Iglesias y Montero han pasado el trance más complicado de su vida con el nacimiento prematuro de sus gemelos, con su vida en peligro y en peligro también la vida de la madre. Han pasado dos meses de angustia no disimulada y ahora, cuando ha pasado el peligro, han escrito a través de las redes sociales una carta conmovedora. Conmovedora en su espíritu y en su letra, una carta de agradecimiento  que demuestra no solo el alcance dramático de los momentos vividos sino que han dejado de lado las diferencias ideológicas e incluso personales  para hacer públicas unas enormes "gracias" que incluían desde los reyes hasta sus contrincantes políticos, pasando por el equipo médico que ha sacado a sus hijos adelante con una dedicación profesional y personal que ha sorprendido a los dos dirigentes de Podemos. Ya en su momento se contó que Pablo Casado, que aun no era presidente del PP, fue de los primeros en hacerles llegar su afecto, su solidaridad y su ánimo. Casado conocía muy bien el sufrimiento de tener a un hijo prematuro luchando durante meses entre la vida y la muerte.

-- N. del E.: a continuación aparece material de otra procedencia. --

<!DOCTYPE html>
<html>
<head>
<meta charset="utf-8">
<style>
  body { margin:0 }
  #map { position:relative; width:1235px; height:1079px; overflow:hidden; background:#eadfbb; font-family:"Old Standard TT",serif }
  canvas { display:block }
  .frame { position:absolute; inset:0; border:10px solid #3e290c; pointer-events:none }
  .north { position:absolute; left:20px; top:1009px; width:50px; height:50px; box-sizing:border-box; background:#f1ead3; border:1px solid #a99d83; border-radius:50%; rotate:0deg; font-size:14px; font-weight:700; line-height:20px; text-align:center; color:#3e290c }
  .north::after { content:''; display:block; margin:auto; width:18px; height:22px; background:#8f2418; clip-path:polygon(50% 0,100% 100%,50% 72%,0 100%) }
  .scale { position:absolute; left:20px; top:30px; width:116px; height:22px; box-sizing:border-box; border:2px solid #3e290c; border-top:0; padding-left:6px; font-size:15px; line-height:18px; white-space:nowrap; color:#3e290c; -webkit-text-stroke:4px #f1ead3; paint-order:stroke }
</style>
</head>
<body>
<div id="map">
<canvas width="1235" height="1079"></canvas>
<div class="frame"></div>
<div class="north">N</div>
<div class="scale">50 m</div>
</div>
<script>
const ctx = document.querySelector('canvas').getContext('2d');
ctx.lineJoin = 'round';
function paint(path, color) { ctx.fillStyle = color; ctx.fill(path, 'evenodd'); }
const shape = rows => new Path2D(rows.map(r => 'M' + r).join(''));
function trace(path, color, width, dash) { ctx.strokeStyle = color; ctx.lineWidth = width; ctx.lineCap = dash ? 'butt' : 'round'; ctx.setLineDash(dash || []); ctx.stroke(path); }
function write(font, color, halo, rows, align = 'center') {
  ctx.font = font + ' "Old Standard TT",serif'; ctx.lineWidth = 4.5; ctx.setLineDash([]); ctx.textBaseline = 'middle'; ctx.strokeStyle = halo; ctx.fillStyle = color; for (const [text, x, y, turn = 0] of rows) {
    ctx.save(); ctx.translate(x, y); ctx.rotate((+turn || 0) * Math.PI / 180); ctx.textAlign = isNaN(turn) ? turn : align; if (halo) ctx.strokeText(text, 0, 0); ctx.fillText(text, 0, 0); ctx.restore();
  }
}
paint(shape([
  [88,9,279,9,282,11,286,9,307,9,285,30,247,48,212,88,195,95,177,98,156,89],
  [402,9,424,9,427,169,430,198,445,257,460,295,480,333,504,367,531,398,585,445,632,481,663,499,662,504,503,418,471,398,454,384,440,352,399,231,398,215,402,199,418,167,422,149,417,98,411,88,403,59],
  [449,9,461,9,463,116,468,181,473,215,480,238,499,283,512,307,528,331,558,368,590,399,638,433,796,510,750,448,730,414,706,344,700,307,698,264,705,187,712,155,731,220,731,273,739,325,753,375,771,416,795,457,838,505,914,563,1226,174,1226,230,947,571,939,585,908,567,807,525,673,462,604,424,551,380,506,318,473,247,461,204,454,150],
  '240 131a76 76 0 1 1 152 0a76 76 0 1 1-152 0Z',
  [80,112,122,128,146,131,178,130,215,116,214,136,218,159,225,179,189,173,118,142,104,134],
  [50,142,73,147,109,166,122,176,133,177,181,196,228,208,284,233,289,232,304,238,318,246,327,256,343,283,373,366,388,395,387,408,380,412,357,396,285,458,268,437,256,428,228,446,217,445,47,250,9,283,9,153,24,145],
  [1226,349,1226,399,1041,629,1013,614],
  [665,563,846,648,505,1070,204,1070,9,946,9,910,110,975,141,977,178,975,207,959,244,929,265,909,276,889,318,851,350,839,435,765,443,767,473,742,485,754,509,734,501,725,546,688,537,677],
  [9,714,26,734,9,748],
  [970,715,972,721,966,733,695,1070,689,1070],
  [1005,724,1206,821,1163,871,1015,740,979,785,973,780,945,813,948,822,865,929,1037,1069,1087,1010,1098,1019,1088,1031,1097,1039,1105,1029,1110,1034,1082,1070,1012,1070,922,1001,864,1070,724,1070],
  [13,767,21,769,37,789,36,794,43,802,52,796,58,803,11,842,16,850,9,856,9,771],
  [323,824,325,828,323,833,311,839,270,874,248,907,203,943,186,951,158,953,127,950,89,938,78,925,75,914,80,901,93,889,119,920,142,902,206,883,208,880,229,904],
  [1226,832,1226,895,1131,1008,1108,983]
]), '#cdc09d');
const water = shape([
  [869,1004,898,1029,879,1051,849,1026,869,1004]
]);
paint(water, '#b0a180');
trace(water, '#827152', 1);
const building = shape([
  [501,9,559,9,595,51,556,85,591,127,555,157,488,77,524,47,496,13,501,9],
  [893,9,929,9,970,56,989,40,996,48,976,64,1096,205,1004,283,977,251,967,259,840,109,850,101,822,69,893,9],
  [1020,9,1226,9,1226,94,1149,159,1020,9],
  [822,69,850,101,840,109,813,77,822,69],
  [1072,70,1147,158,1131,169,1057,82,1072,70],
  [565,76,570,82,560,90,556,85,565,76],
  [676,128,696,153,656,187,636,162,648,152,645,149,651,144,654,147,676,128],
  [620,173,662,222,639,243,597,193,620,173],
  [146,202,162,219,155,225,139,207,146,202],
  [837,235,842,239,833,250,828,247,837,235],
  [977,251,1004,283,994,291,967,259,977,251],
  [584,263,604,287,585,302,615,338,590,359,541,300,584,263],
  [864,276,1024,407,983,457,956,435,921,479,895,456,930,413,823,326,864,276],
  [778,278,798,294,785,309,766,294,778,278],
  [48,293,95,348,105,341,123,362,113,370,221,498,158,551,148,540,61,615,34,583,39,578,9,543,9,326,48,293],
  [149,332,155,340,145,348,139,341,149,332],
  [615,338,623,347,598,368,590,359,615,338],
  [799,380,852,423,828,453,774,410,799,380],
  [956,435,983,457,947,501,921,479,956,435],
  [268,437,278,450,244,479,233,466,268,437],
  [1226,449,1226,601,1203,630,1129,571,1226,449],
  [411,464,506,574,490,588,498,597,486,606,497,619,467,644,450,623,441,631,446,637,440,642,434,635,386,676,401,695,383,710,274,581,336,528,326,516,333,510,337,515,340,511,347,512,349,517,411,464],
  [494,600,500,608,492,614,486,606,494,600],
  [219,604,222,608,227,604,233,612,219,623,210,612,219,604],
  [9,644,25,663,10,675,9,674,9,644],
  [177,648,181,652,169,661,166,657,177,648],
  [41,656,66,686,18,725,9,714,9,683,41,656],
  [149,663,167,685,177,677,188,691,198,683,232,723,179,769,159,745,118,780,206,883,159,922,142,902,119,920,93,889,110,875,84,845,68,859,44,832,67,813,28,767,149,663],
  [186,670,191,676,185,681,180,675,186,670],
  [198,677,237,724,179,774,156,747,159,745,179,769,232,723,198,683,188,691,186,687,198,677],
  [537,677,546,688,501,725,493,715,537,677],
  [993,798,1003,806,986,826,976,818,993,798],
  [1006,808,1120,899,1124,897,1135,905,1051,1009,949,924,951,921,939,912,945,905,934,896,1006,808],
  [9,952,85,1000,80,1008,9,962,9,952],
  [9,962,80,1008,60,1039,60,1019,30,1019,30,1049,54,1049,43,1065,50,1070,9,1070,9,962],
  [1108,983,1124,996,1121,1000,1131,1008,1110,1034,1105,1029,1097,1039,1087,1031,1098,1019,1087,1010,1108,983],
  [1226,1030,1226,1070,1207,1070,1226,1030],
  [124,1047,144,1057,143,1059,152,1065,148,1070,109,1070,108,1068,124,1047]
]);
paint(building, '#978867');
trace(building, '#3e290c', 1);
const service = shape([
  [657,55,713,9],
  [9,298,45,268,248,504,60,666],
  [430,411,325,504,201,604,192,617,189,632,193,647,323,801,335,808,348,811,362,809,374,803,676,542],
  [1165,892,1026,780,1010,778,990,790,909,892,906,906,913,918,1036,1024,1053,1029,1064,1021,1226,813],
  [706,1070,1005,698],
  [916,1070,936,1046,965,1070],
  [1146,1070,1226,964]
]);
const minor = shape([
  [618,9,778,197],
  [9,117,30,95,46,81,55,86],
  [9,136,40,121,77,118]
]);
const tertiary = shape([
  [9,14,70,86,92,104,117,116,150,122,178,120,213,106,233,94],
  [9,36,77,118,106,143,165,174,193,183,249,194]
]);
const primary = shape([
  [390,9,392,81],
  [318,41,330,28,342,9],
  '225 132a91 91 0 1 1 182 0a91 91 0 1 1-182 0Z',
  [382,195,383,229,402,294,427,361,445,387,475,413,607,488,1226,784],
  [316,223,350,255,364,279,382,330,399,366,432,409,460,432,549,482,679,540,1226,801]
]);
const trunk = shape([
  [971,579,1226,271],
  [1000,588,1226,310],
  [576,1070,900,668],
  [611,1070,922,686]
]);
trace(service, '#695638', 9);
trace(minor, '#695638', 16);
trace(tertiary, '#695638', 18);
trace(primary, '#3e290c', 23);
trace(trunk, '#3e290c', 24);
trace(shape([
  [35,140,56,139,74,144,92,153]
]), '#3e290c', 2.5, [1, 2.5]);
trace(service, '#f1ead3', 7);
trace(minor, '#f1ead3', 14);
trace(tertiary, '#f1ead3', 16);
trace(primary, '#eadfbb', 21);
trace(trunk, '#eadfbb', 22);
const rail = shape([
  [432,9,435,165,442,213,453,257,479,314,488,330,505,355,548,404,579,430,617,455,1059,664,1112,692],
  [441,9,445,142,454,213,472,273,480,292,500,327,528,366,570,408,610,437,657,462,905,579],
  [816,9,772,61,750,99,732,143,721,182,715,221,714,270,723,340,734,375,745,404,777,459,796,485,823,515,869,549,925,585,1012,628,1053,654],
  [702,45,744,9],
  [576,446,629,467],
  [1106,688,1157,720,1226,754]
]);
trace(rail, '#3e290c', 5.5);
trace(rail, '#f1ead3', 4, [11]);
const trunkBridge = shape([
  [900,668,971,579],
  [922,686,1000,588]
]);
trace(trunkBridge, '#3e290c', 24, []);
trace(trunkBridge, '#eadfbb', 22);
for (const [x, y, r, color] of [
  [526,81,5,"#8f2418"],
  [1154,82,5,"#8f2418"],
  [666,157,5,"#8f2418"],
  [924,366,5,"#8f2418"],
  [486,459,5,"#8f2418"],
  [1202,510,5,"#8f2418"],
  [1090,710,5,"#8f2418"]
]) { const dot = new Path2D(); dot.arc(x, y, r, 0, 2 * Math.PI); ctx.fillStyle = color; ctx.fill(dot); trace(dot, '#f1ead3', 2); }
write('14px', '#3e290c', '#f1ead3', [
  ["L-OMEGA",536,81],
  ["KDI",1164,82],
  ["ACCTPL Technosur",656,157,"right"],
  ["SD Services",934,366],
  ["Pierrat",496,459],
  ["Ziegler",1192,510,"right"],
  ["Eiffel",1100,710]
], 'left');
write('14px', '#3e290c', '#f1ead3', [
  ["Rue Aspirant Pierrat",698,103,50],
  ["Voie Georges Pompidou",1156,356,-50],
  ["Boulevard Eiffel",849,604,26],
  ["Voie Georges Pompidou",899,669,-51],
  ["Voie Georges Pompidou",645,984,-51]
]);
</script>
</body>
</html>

En los malos momentos sale lo peor y lo mejor de la gente, y en este caso, afortunadamente, ha salido lo mejor de dos políticos que no hacen excesivos méritos para caer especialmente simpáticos ideológicamente hablando. Menos aun cuando se es periodista que sigue a diario la actualidad, acude a sus debates parlamentarios, sufre las consecuencias de no decir amen a todas sus iniciativas, algunas de ellas disparatadas, y sabe cómo utilizan las redes sociales para hacer añicos la imagen de quienes no les dedican alabanzas.

Ha hecho falta  una situación dramática para que Montero y Sánchez hayan reconocido públicamente que nuestros Reyes son humanos, que nuestra  sanidad pública es una de las mejores del mundo si no la mejor;  ha hecho falta ese drama para demostrar  que la clase política está plagada de personas  que anteponen el respeto y el afecto personal a la contienda ideológica, y que este país, plagado de defectos, es  grande en muchas cosas. La carta de Montero e Iglesias reconcilia con la política. No son muchas las oportunidades para hacerlo.